WHAT THE EXERCISE ASKS: Print the line containing "Input: one rendered" and all lines after it, unchanged, through the end of the data. Leave the pictures out.

DATA PROVIDED:
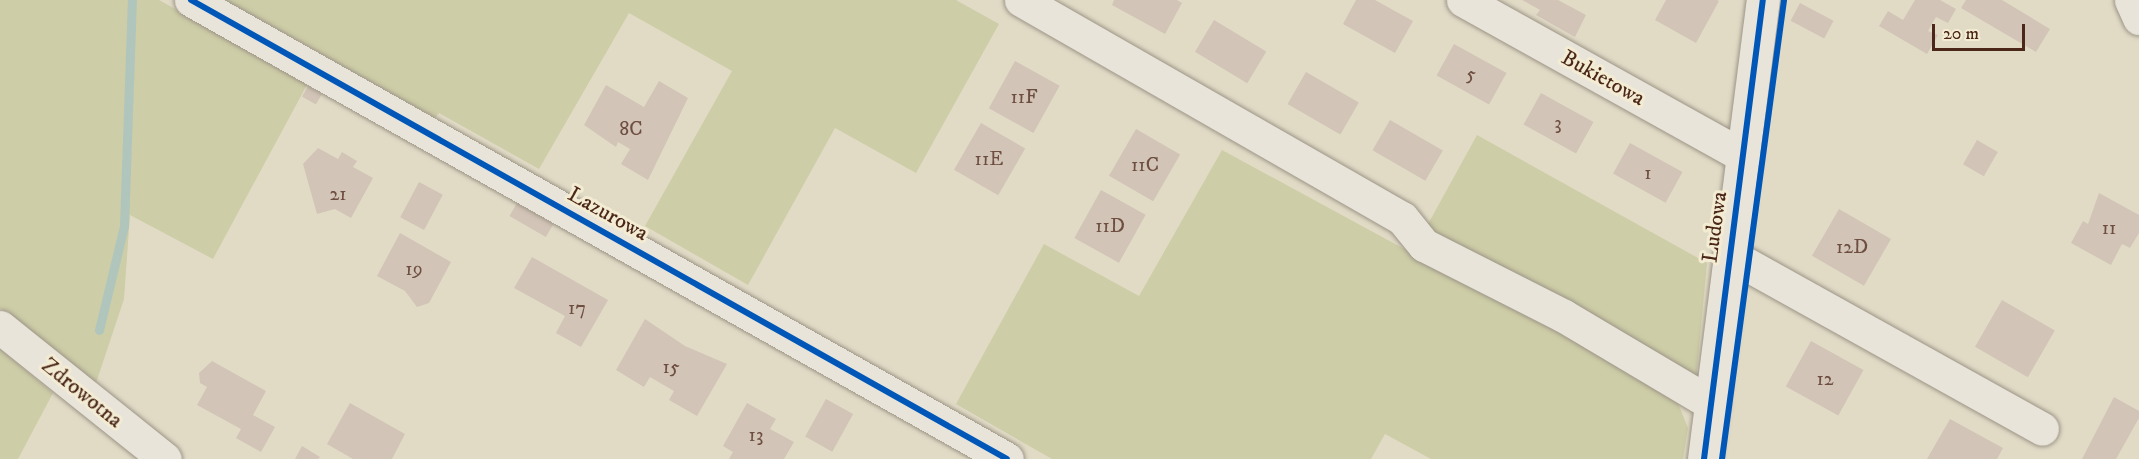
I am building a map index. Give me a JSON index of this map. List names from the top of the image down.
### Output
{
  "streets": {
    "street": [
      "Bukietowa",
      "Lazurowa",
      "Ludowa",
      "Zdrowotna"
    ]
  },
  "crossings": [
    ["Bukietowa", "Ludowa"]
  ],
  "house_numbers": [
    "5",
    "11F",
    "3",
    "8C",
    "11E",
    "11C",
    "1",
    "21",
    "11D",
    "11",
    "12D",
    "19",
    "17",
    "15",
    "12",
    "13"
  ],
  "scale_bar": "20 m"
}
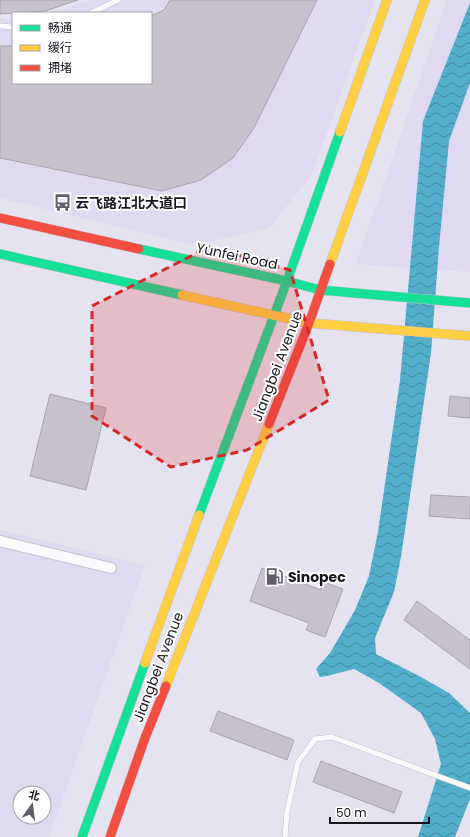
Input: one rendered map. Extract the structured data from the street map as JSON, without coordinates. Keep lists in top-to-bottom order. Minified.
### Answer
{"streets":{"main road":["Yunfei Road","Jiangbei Avenue"]},"crossings":[["Yunfei Road","Jiangbei Avenue"]],"places":{"bus stop":["云飞路江北大道口"],"fuel station":["Sinopec"]},"legend":["畅通","缓行","拥堵"],"scale_bar":"50 m","north":"top"}
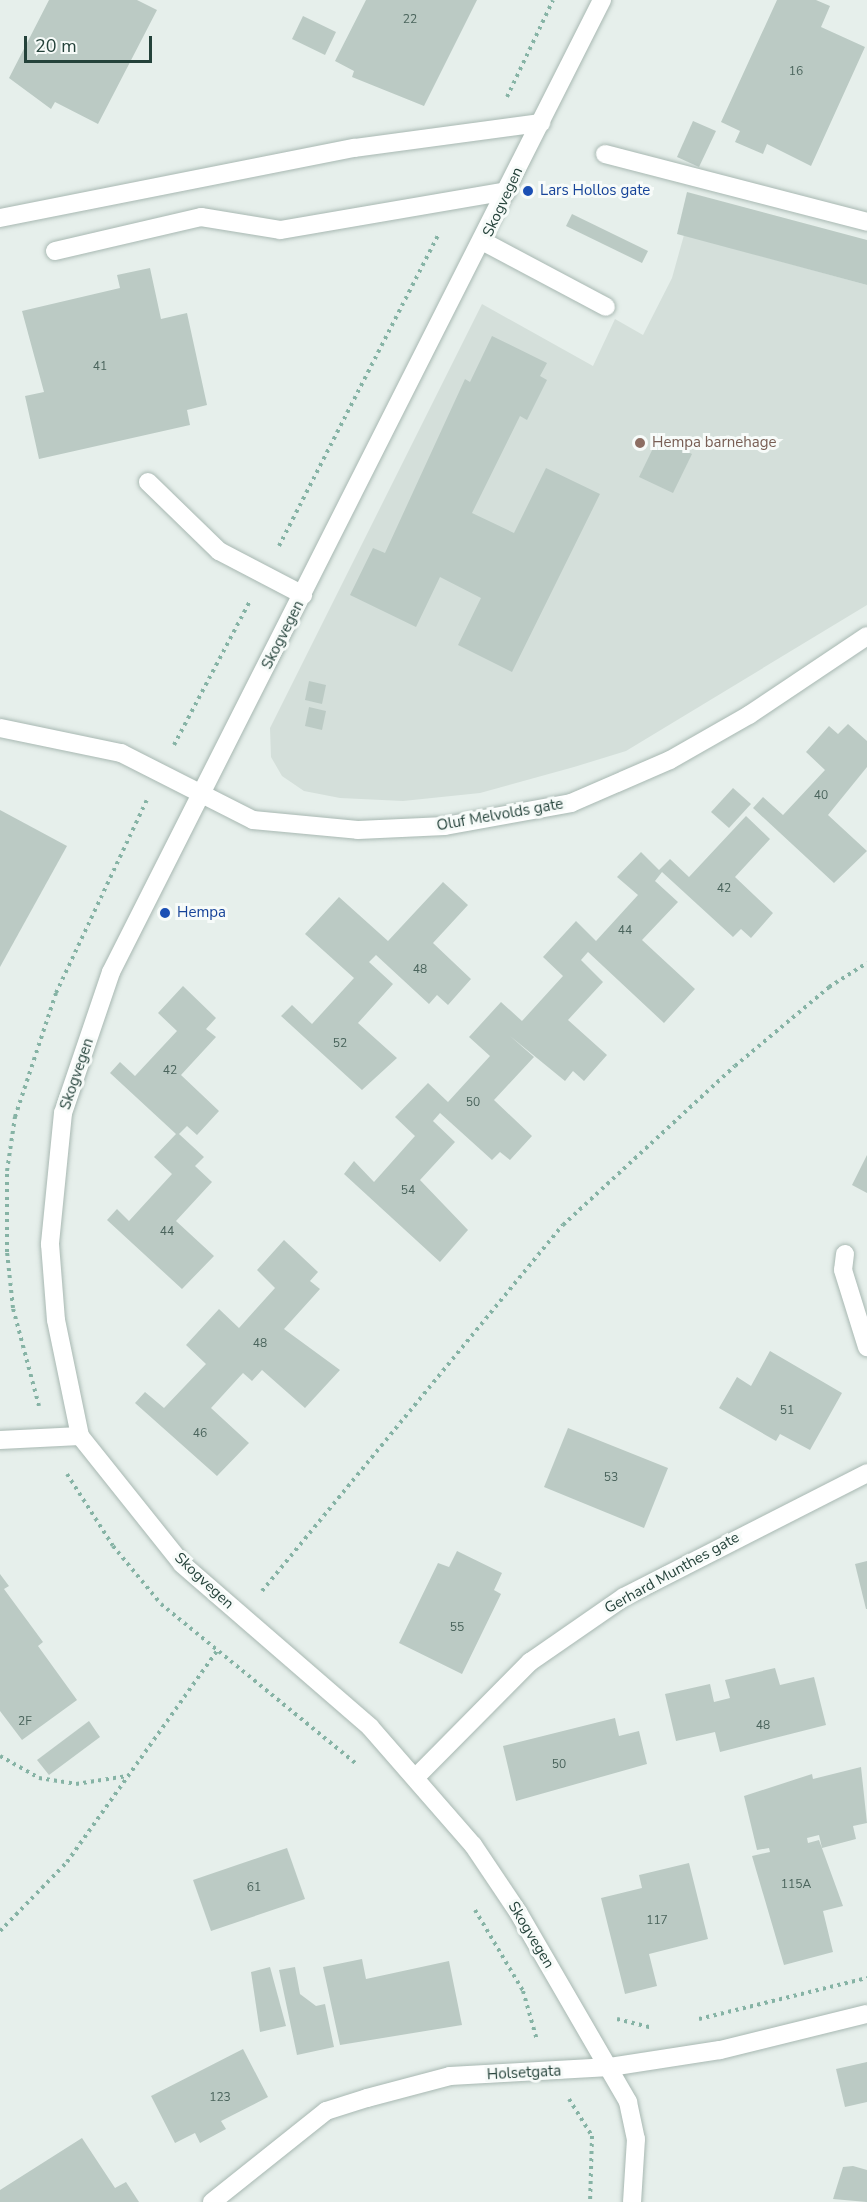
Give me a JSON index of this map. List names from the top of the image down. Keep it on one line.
{"streets":{"street":["Skogvegen","Oluf Melvolds gate","Gerhard Munthes gate","Holsetgata"]},"crossings":[["Skogvegen","Oluf Melvolds gate"],["Skogvegen","Gerhard Munthes gate"],["Skogvegen","Holsetgata"]],"places":["Lars Hollos gate","Hempa barnehage","Hempa"],"house_numbers":["22","16","41","40","42","44","48","52","42","50","54","44","48","51","46","53","55","2F","48","50","115A","61","117","123"],"scale_bar":"20 m"}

COMPLETED TASK:
Input: one rendered map. Extract the structured data from the street map as JSON, without coordinates. Keep lists in top-to-bottom order. Minified.
### Answer
{"streets":{"main road":["Yunfei Road","Jiangbei Avenue"]},"crossings":[["Yunfei Road","Jiangbei Avenue"]],"places":{"bus stop":["云飞路江北大道口"],"fuel station":["Sinopec"]},"legend":["畅通","缓行","拥堵"],"scale_bar":"50 m","north":"top"}
Give me a JSON index of this map. List names from the top of the image down. Keep it on one line.
{"streets":{"street":["Skogvegen","Oluf Melvolds gate","Gerhard Munthes gate","Holsetgata"]},"crossings":[["Skogvegen","Oluf Melvolds gate"],["Skogvegen","Gerhard Munthes gate"],["Skogvegen","Holsetgata"]],"places":["Lars Hollos gate","Hempa barnehage","Hempa"],"house_numbers":["22","16","41","40","42","44","48","52","42","50","54","44","48","51","46","53","55","2F","48","50","115A","61","117","123"],"scale_bar":"20 m"}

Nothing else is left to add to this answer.